Nature Conservancy plants 5,000 new longleaf pines

Nature Conservancy plants 5,000 new longleaf pines

The Nature Conservancy recently completed a tree planting project at the Roy E. Larsen Sandyland Sanctuary in Silsbee in collaboration with the Apache Corporation and volunteers from St. Michael’s College.

More than 5,000 longleaf pine seedlings were planted in areas of the preserve that will benefit from reforestation. Some areas planted were openings as the result of hurricanes in 2005 and 2008.

“The Nature Conservancy is truly grateful to the Apache Corporation, which provided the funding for the seedlings, and the students from St. Michael’s College in Vermont, who travel to the Big Thicket each year to dedicate their spring break to conservation,” said Wendy Jo Ledbetter, forest program manager for The Nature Conservancy in Texas. Students of St. Michael’s have been assisting The Nature Conservancy and other resource managers with conservation projects for the past seven years.

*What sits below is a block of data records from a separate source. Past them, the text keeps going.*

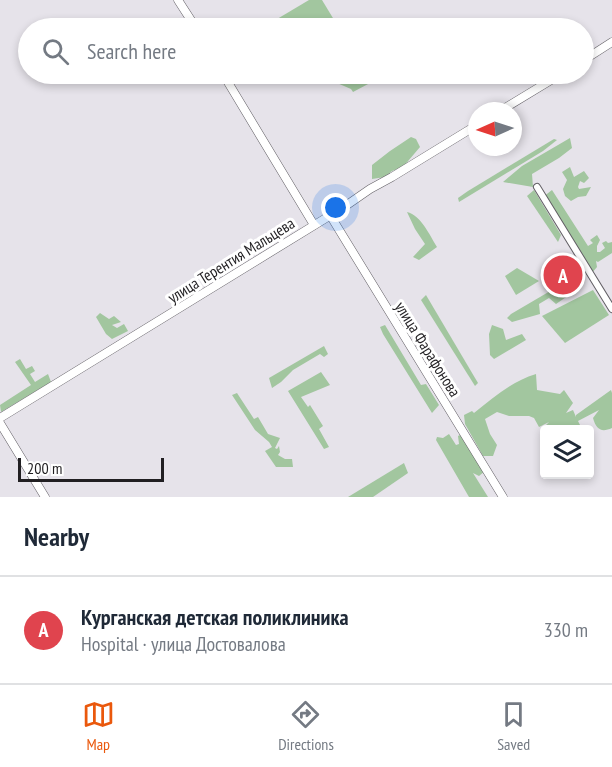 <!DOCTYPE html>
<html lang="en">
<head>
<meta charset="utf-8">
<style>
	:root { --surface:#fff; --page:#f6f6f7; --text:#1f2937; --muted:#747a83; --line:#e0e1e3; --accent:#ea580c }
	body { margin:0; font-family:"PT Sans Narrow",sans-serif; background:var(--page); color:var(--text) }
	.controls { position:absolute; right:18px; bottom:18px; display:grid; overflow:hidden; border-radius:6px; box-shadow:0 3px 9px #0003 }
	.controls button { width:54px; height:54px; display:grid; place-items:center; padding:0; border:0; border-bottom:2px solid var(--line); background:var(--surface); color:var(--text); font:30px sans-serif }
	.compass { position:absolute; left:468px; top:102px; width:54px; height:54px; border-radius:50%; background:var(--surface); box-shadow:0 3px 9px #0003; rotate:267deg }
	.scale { position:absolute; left:18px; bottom:15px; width:146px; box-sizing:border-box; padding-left:6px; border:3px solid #211f22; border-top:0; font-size:16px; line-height:21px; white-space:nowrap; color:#211f22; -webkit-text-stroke:4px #fff; paint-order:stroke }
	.you { position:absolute; left:336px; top:208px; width:21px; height:21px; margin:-15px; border:4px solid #fff; border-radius:50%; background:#1a73e8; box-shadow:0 0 0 9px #1a73e833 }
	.badge { display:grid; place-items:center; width:39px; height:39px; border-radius:50%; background:var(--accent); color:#fff; font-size:20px; font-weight:700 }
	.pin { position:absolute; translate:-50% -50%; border:3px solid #fff; box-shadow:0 2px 6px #0006 }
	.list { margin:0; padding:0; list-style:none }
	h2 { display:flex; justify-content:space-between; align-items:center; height:78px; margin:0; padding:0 24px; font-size:26px }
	h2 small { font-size:20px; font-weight:400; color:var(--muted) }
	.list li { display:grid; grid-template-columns:39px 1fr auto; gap:18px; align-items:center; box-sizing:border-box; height:108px; padding:0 24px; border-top:2px solid var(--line) }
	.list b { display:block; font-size:22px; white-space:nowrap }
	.list p { margin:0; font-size:20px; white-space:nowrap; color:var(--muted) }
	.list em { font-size:20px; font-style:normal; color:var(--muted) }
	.icon { flex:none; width:33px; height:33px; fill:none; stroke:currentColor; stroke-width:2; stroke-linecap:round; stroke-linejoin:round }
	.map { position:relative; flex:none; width:612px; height:497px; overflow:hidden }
	.search { position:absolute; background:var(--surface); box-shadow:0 3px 9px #0003; left:18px; right:18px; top:18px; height:66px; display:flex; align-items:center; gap:15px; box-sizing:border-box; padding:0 21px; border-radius:33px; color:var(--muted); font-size:22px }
	.sheet { height:186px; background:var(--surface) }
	nav { display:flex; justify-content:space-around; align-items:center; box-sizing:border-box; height:84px; border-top:2px solid var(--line); background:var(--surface); font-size:16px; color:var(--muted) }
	nav a { display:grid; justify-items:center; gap:3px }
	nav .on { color:var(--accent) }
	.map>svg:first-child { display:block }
	.green { fill:#a2c69f }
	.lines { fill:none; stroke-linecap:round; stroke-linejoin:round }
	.minor-casing { stroke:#625f65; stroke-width:8 }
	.tertiary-casing { stroke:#625f65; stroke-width:9 }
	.minor { stroke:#fff; stroke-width:6 }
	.tertiary { stroke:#fff; stroke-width:8 }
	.labels { text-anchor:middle; stroke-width:6; stroke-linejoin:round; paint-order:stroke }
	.street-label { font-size:16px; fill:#211f22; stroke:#fff }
</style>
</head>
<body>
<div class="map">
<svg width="612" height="497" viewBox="0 0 612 497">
	<rect width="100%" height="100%" fill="#e6e3ea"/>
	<!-- green -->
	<g class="green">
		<path d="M309,0H322L339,28H262Z"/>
		<path d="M316,74H365L370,83L353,92L351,89Z"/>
		<path d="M411,137L416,139L420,147L403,167L392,171L385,177L372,179V165L390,151Z"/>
		<path d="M570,138L572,148L559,158L532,174L533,187L503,182L522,166Z"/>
		<path d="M554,139L557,140L543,151L459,202L458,198L468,191Z"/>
		<path d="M570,167L574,177L584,171L589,178L584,183L580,181L578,187L579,189L591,187L586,196L578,197L571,201L565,196L563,189L567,180L562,172Z"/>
		<path d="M534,190L561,235L558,242L527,196Z"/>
		<path d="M552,190L588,246L593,243L590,240L597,235L600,240L597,246V252H600L605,248L602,243L606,241L608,243L612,242V253L598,262L596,261L597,267L591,274L543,197Z"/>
		<path d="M407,212C421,215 430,236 437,247L419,260L413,257L425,244L415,229Z"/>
		<path d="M517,268L539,281L516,295L505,276Z"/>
		<path d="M569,280L575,291L556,304L549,298L539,304L540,314L512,322L507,318L511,314Z"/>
		<path d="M593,290L609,315L565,343L542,316Z"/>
		<path d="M426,295L478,383L475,386L421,300Z"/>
		<path d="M100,313L109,319L114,316L121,322L112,325L117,328L124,324L128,331L112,339L106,334L96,317Z"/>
		<path d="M385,325L421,385L426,384L439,405L432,413L383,334L380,327Z"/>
		<path d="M492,325L503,329L506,340L522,334L526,340L494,359L490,355L489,334Z"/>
		<path d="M324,346L328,354L324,357L320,354L293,370L281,382L272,388L269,378Z"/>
		<path d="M20,359L26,369L32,366L35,371L30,374L35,382L48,374L51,382L1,412L0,405L31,385L15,362Z"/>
		<path d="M321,372L330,385L301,397L308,407L310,405L323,426L319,429L329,447L324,449L288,391Z"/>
		<path d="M536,374L537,390L560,394L564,390L573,403L566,413L573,410L576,417V415L611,390L612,393V428C601,433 596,429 593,418L599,410L578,421L582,429H564L562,426L554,429L544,430V436L542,429L549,422L539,427L534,418L529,416H509L497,412L485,419L490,434L497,445L493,456H483L465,424L464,415L472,411L474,413C493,398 512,381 536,374Z"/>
		<path d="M237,393L254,419L258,417L268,434L280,438L275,448L277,449L279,446L280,452L278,455L285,459H292L293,467H276L265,451L272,447L269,442L255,430L232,395Z"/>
		<path d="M449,434L456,445L459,444L458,436L462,434L485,471L479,476L473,473L488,497H469L436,440L437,437L443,438Z"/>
		<path d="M404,463L408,473L373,497H348Z"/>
	</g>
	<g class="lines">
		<!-- minor casing -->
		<g class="minor-casing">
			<path id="minor" d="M537,187L612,309"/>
		</g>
		<!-- tertiary casing -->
		<g class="tertiary-casing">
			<g id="tertiary">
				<path d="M178,0L196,28"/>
				<path d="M584,60L612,42"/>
				<path d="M223,74L314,225"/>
				<path d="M500,111L561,74"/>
				<path d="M330,215L503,497"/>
				<path d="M0,418L344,207L370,189L392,177L477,125"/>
				<path d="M0,423L45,497"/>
			</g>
		</g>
		<!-- minor -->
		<use href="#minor" class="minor"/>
		<!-- tertiary -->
		<use href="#tertiary" class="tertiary"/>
	</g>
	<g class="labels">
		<!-- street labels -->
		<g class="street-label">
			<text transform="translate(231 260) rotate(-32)" y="6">улица Терентия Мальцева</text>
			<text transform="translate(428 349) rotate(58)" y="6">улица Фарафонова</text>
		</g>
	</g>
</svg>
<div class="controls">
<button><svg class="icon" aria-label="layers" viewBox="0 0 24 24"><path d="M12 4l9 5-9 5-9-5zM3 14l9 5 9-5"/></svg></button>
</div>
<svg class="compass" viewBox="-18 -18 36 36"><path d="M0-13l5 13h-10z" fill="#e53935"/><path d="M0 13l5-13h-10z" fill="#747a83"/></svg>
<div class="scale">200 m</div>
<div class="you"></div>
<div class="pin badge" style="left:563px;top:275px;background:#e0444e">A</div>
<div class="search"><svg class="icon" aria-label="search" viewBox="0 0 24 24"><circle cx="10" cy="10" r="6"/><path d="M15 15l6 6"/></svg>Search here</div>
</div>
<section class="sheet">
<h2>Nearby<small></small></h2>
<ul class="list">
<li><span class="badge" style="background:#e0444e">A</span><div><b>Курганская детская поликлиника</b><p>Hospital · улица Достовалова</p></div><em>330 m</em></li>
</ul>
</section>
<nav>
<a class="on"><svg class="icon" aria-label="map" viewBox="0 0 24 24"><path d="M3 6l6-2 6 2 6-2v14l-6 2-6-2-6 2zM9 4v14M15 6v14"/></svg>Map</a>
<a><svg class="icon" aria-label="directions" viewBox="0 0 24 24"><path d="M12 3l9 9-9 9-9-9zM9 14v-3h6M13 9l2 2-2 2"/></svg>Directions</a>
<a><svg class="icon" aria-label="saved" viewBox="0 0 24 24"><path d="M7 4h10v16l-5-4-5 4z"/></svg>Saved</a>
</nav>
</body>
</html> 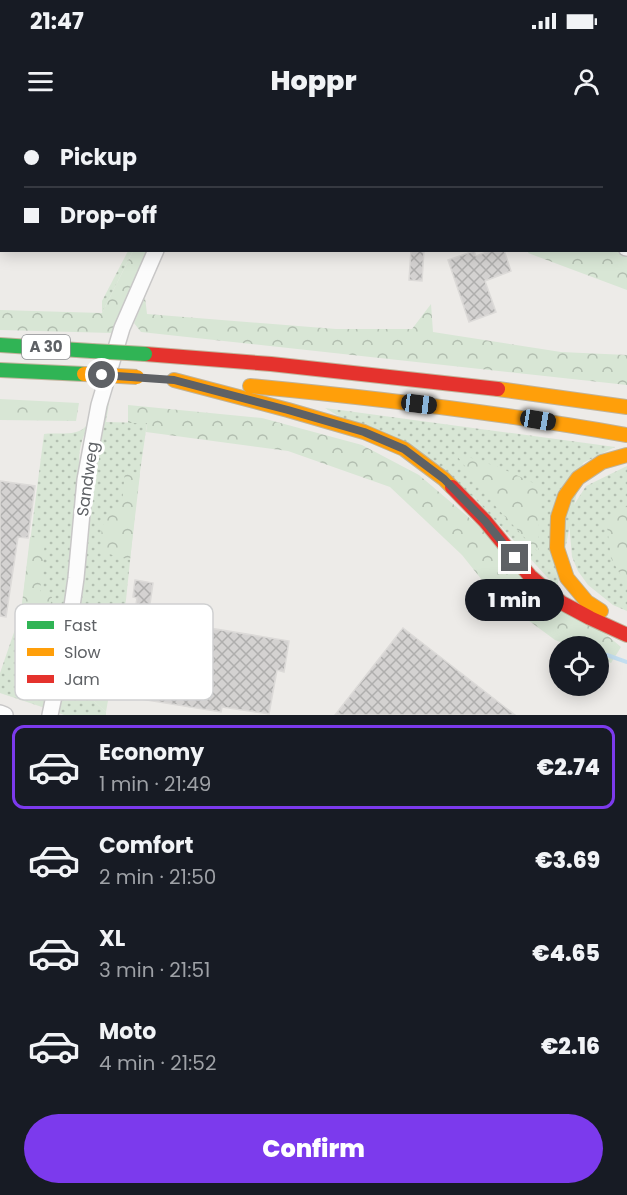 <!DOCTYPE html>
<meta charset="utf-8">
<style>
:root{--surface:#171b24;--page:#20242c;--text:#f1f3f6;--muted:#9ea1a6;--line:#363941;--accent:#7c3aed}
body{margin:0;font-family:Poppins,sans-serif;background:var(--page);color:var(--text);height:100vh;display:flex;flex-direction:column;font-size:22px;white-space:nowrap}
*{box-sizing:border-box;margin:0}
p{font-size:20px;color:var(--muted)}
.icon{flex:none;width:33px;height:33px;fill:none;stroke:currentColor;stroke-width:2;stroke-linecap:round;stroke-linejoin:round}
.map{position:relative;height:595px;overflow:hidden}
.side{display:flex;flex-direction:column;background:var(--surface);flex:1}
.side>*{flex:none}
.top-card{position:absolute;left:0px;top:0px;width:627px;height:132px;box-shadow:0 3px 15px #0003;display:grid;align-content:center;height:132px;padding:0 24px;background:var(--surface)}
.controls{position:absolute;left:549px;top:516px;display:grid;gap:12px}
.controls a{display:grid;place-items:center;width:60px;height:60px;border-radius:50%;background:var(--surface);box-shadow:0 3px 15px #0003;font-size:30px}
.end{position:absolute;width:27px;height:27px;margin:-14px;border:8px solid #5e6165;background:#fff;box-shadow:0 0 0 3px #fff}
.from{border-radius:50%}
.bubble{position:absolute;height:42px;border-radius:21px;background:var(--surface);box-shadow:0 3px 15px #0003;font-size:20px;font-weight:800;line-height:42px;text-align:center}
.car{position:absolute;width:18px;height:36px;margin:-18px -9px;border-radius:8px;box-shadow:0 0 4px 2px #0007;background:linear-gradient(#222 24%,#8ab4d8 0 40%,#222 0 76%,#8ab4d8 0 86%,#222 0)}
.top-card b{display:flex;align-items:center;gap:21px;height:57px;font-size:22px}
.top-card b+b{border-top:2px solid var(--line)}
.top-card i{width:15px;height:15px;background:var(--text)}
ul{padding:10px 0 0;list-style:none}
li{display:flex;align-items:center;gap:18px;height:84px;margin:0 12px 9px;padding:0 12px;border:3px solid transparent;border-radius:12px}
li div{flex:1}
li b{display:block;font-size:22px}
li em{font-style:normal;font-weight:800}
li.on{border-color:var(--accent)}
li>.icon{width:54px;height:54px;stroke-width:1.5}
.cta{display:flex;gap:12px;margin-top:auto;padding:12px 24px}
.cta a{flex:1;height:69px;border-radius:36px;background:var(--accent);color:#fff;font-size:24px;font-weight:800;line-height:69px;text-align:center}
.status{display:flex;justify-content:space-between;align-items:center;height:42px;padding:0 30px;background:var(--surface);direction:ltr}
.status svg{height:16px;fill:currentColor}
header{display:flex;justify-content:space-between;align-items:center;height:78px;padding:0 24px;background:var(--surface);font-size:27px;font-weight:800}
.map>svg:first-child{display:block}
.grass{fill:url(#grass-dots)}
.forest{fill:url(#forest-crowns)}
.lines{fill:none;stroke-linecap:round;stroke-linejoin:round}
.stream{stroke:#c3def0;stroke-width:4}
.building{fill:url(#building-cross-hatch);stroke:#dcdad8;stroke-width:1.5}
.street-casing{stroke:#c8c7c7;stroke-width:18}
.fast-casing{stroke:#c0b39a;stroke-width:16}
.slow-casing{stroke:#c0b39a;stroke-width:16}
.jam-casing{stroke:#c0b39a;stroke-width:16}
.street{stroke:#fcfcfc;stroke-width:15}
.fast{stroke:#30b455;stroke-width:14}
.slow{stroke:#ff9f0a;stroke-width:14}
.jam{stroke:#e5322d;stroke-width:14}
.fast-bridge-casing{stroke:#c0b39a;stroke-width:16;stroke-linecap:butt}
.slow-bridge-casing{stroke:#c0b39a;stroke-width:16;stroke-linecap:butt}
.fast-bridge{stroke:#30b455;stroke-width:14}
.slow-bridge{stroke:#ff9f0a;stroke-width:14}
.route{stroke:#5e6165;stroke-width:8}
.labels{text-anchor:middle;stroke-width:6;stroke-linejoin:round;paint-order:stroke}
.shield{fill:#fff;stroke:#8e9093;stroke-width:1.5}
.shield-label{font-size:15px;font-weight:bold;fill:#5e6165}
.street-label{font-size:16px;fill:#5e6165;stroke:#fff}
.key{fill:#fff;stroke:#cfd0d1;stroke-width:1.5}
.key-label{font-size:16px;fill:#5e6165}
</style>
<div class="status"><b>21:47</b><svg viewBox="0 0 49 12"><path d="M0 12V9h3v3zM5 12V6h3v6zM10 12V3h3v9zM15 12V0h3v12zM26 1h20v11H26zM47 4h2v5h-2z"/></svg></div>
<header><svg class="icon" aria-label="menu" viewBox="0 0 24 24"><path d="M4 6h16M4 12h16M4 18h16"/></svg>Hoppr<svg class="icon" aria-label="person" viewBox="0 0 24 24"><circle cx="12" cy="8" r="4"/><path d="M4 21q1-7 8-7t8 7"/></svg></header>
<div class="map">
<svg width="627" height="595" viewBox="0 0 627 595">
<defs>
<pattern id="grass-dots" width="8" height="8" patternUnits="userSpaceOnUse" patternTransform="scale(1.5)"><rect width="8" height="8" fill="#d8e6d5"/><path d="M2 2h.1M6 6h.1" fill="none" stroke="#b2beb0" stroke-width="1.8" stroke-linecap="round"/></pattern>
<pattern id="forest-crowns" width="20" height="18" patternUnits="userSpaceOnUse" patternTransform="scale(1.5)"><rect width="20" height="18" fill="#d8e6d5"/><path d="M2 6a3 3 0 1 1 6 0M12 15a3 3 0 1 1 6 0" fill="none" stroke="#b2beb0"/></pattern>
<pattern id="building-cross-hatch" width="8" height="8" patternUnits="userSpaceOnUse" patternTransform="scale(1.5)"><rect width="8" height="8" fill="#d4d2d1"/><path d="M0 0l8 8M0 8l8-8" fill="none" stroke="#afaead"/></pattern>
</defs>
<rect width="100%" height="100%" fill="#edebe8"/>
<g class="grass">
<path d="M128,131H133L102,193V181Z"/>
<path d="M106,283H109L106,302L147,303L137,373L126,480L122,500L116,499L93,580L106,592V595H64L56,592L59,575L66,576L70,560L66,559L74,508L93,338Z"/>
<path d="M325,288L615,327L583,343L557,468L474,377Z"/>
<path d="M90,297V305C79,320 76,342 83,359L72,460L45,588L0,573V553L21,492L44,314C56,312 78,317 86,306C88,303 88,300 90,297Z"/>
<path d="M627,346V491L613,485L588,465L578,451L572,437L569,402L572,388L586,366Z"/>
</g>
<g class="forest">
<path d="M529,130L616,131L627,135V170L528,133Z"/>
<path d="M133,131H151L112,213L0,210V190L102,193Z"/>
<path d="M145,177L147,194L336,209H412L431,184L433,212L561,232L627,235V265L141,212L134,203Z"/>
<path d="M0,279L79,283L76,301L0,300Z"/>
<path d="M128,285L262,298L362,325L419,355L621,527L611,543L599,538L598,526H571L555,520L494,475L462,435L390,367L288,331L146,312L147,303H128Z"/>
<path d="M454,332L501,348L540,366L538,432L497,388Z"/>
<path d="M125,350L140,354L130,440L102,432C100,406 101,401 122,385Z"/>
<path d="M627,387V467L611,438L606,398L623,388Z"/>
<path d="M30,417L42,418L45,421L40,471L52,477L45,513L41,516L21,508L15,509L21,492Z"/>
<path d="M116,499L122,500L106,592L93,580L110,501Z"/>
</g>
<g class="lines">
<path class="stream" d="M607,535L627,542"/>
</g>
<g class="building">
<path d="M411,130H424L422,161L409,160Z"/>
<path d="M492,130H504L511,151L485,161L496,192L469,202L448,140L474,131L476,136Z"/>
<path d="M0,361L35,366L28,418L18,417L6,497L0,496Z"/>
<path d="M135,460L153,463L148,498L289,521L284,552L277,550L269,594L222,587L221,592L121,576L137,478L133,477Z"/>
<path d="M403,508L515,595H335Z"/>
</g>
<g class="lines">
<g class="street-casing">
<g id="street">
<path d="M403,0L406,2"/>
<path d="M217,2V0"/>
<path d="M626,128H627"/>
<path d="M0,593L5,595"/>
<path d="M50,595L70,500L76,458L85,360L99,285L122,208L156,130"/>
</g>
</g>
<g class="fast-casing">
<g id="fast">
<path d="M0,225L92,231"/>
<path d="M0,250L84,254"/>
</g>
</g>
<g class="slow-casing">
<g id="slow">
<path d="M174,260L288,290L364,312L404,329L444,359L452,367"/>
<path d="M250,266C376,278 502,293 627,315"/>
<path d="M498,269L627,287"/>
<path d="M601,491L587,482L567,458L557,428L558,397L565,376L578,358L602,342L627,335"/>
</g>
</g>
<g class="jam-casing">
<g id="jam">
<path d="M145,234L271,244L498,269"/>
<path d="M452,367L485,401L530,456L562,483L590,498L627,515"/>
</g>
</g>
<use href="#street" class="street"/>
<use href="#fast" class="fast"/>
<use href="#slow" class="slow"/>
<use href="#jam" class="jam"/>
<g class="fast-bridge-casing">
<path id="fast-bridge" d="M92,231L145,234"/>
</g>
<g class="slow-bridge-casing">
<path id="slow-bridge" d="M84,254L137,257"/>
</g>
<use href="#fast-bridge" class="fast-bridge"/>
<use href="#slow-bridge" class="slow-bridge"/>
</g>
<g class="lines">
<path class="route" d="M102,255L174,260L288,290L364,312L404,329L444,359L485,401L515,438"/>
</g>
<g class="labels">
<rect class="shield" x="22" y="215" width="48" height="24" rx="4.5"/>
<g class="shield-label">
<text x="46" y="232">A 30</text>
</g>
<g class="street-label">
<text transform="translate(87 359) rotate(-82)" y="6">Sandweg</text>
</g>
</g>
<rect x="15" y="484" width="198" height="96" rx="9" class="key"/>
<rect x="27" y="501" width="27" height="8" fill="#30b455"/>
<rect x="27" y="528" width="27" height="8" fill="#ff9f0a"/>
<rect x="27" y="555" width="27" height="8" fill="#e5322d"/>
<g class="key-label">
<text x="64" y="511">Fast</text>
<text x="64" y="538">Slow</text>
<text x="64" y="565">Jam</text>
</g>
</svg>
<div class="controls">
<a><svg class="icon" aria-label="locate" viewBox="0 0 24 24"><circle cx="12" cy="12" r="6"/><path d="M12 2v4M12 18v4M2 12h4M18 12h4"/></svg></a>
</div>
<i class="end from" style="left:102px;top:255px"></i>
<i class="end" style="left:515px;top:438px"></i>
<div class="bubble" style="left:465px;top:459px;width:99px">1 min</div>
<i class="car" style="left:419px;top:284px;rotate:97deg"></i>
<i class="car" style="left:538px;top:300px;rotate:99deg"></i>
<div class="top-card">
<b><i class="from"></i>Pickup</b>
<b><i></i>Drop-off</b>
</div>
</div>
<section class="side">
<ul>
<li class="on"><svg class="icon" aria-label="car" viewBox="0 0 24 24"><path d="M5 17H2v-5l4-1 3-4h7l3 4 3 1v5h-3M9 17h6M6 11h13"/><circle cx="7" cy="17" r="2"/><circle cx="17" cy="17" r="2"/></svg><div><b>Economy</b><p>1 min · 21:49</p></div><em>€2.74</em></li>
<li><svg class="icon" aria-label="car" viewBox="0 0 24 24"><path d="M5 17H2v-5l4-1 3-4h7l3 4 3 1v5h-3M9 17h6M6 11h13"/><circle cx="7" cy="17" r="2"/><circle cx="17" cy="17" r="2"/></svg><div><b>Comfort</b><p>2 min · 21:50</p></div><em>€3.69</em></li>
<li><svg class="icon" aria-label="car" viewBox="0 0 24 24"><path d="M5 17H2v-5l4-1 3-4h7l3 4 3 1v5h-3M9 17h6M6 11h13"/><circle cx="7" cy="17" r="2"/><circle cx="17" cy="17" r="2"/></svg><div><b>XL</b><p>3 min · 21:51</p></div><em>€4.65</em></li>
<li><svg class="icon" aria-label="car" viewBox="0 0 24 24"><path d="M5 17H2v-5l4-1 3-4h7l3 4 3 1v5h-3M9 17h6M6 11h13"/><circle cx="7" cy="17" r="2"/><circle cx="17" cy="17" r="2"/></svg><div><b>Moto</b><p>4 min · 21:52</p></div><em>€2.16</em></li>
</ul>
<div class="cta"><a>Confirm</a></div>
</section>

Once the dominant pine forest of the southern U.S., longleaf forests have been reduced from 90 million acres to less than 3 percent of their original range. The Nature Conservancy and the Apache Corporation are among several partners in the public and private sector working together to restore these forests, which provide habitat for wildlife, fiber products, and a host of recreational benefits for visitors and neighboring communities.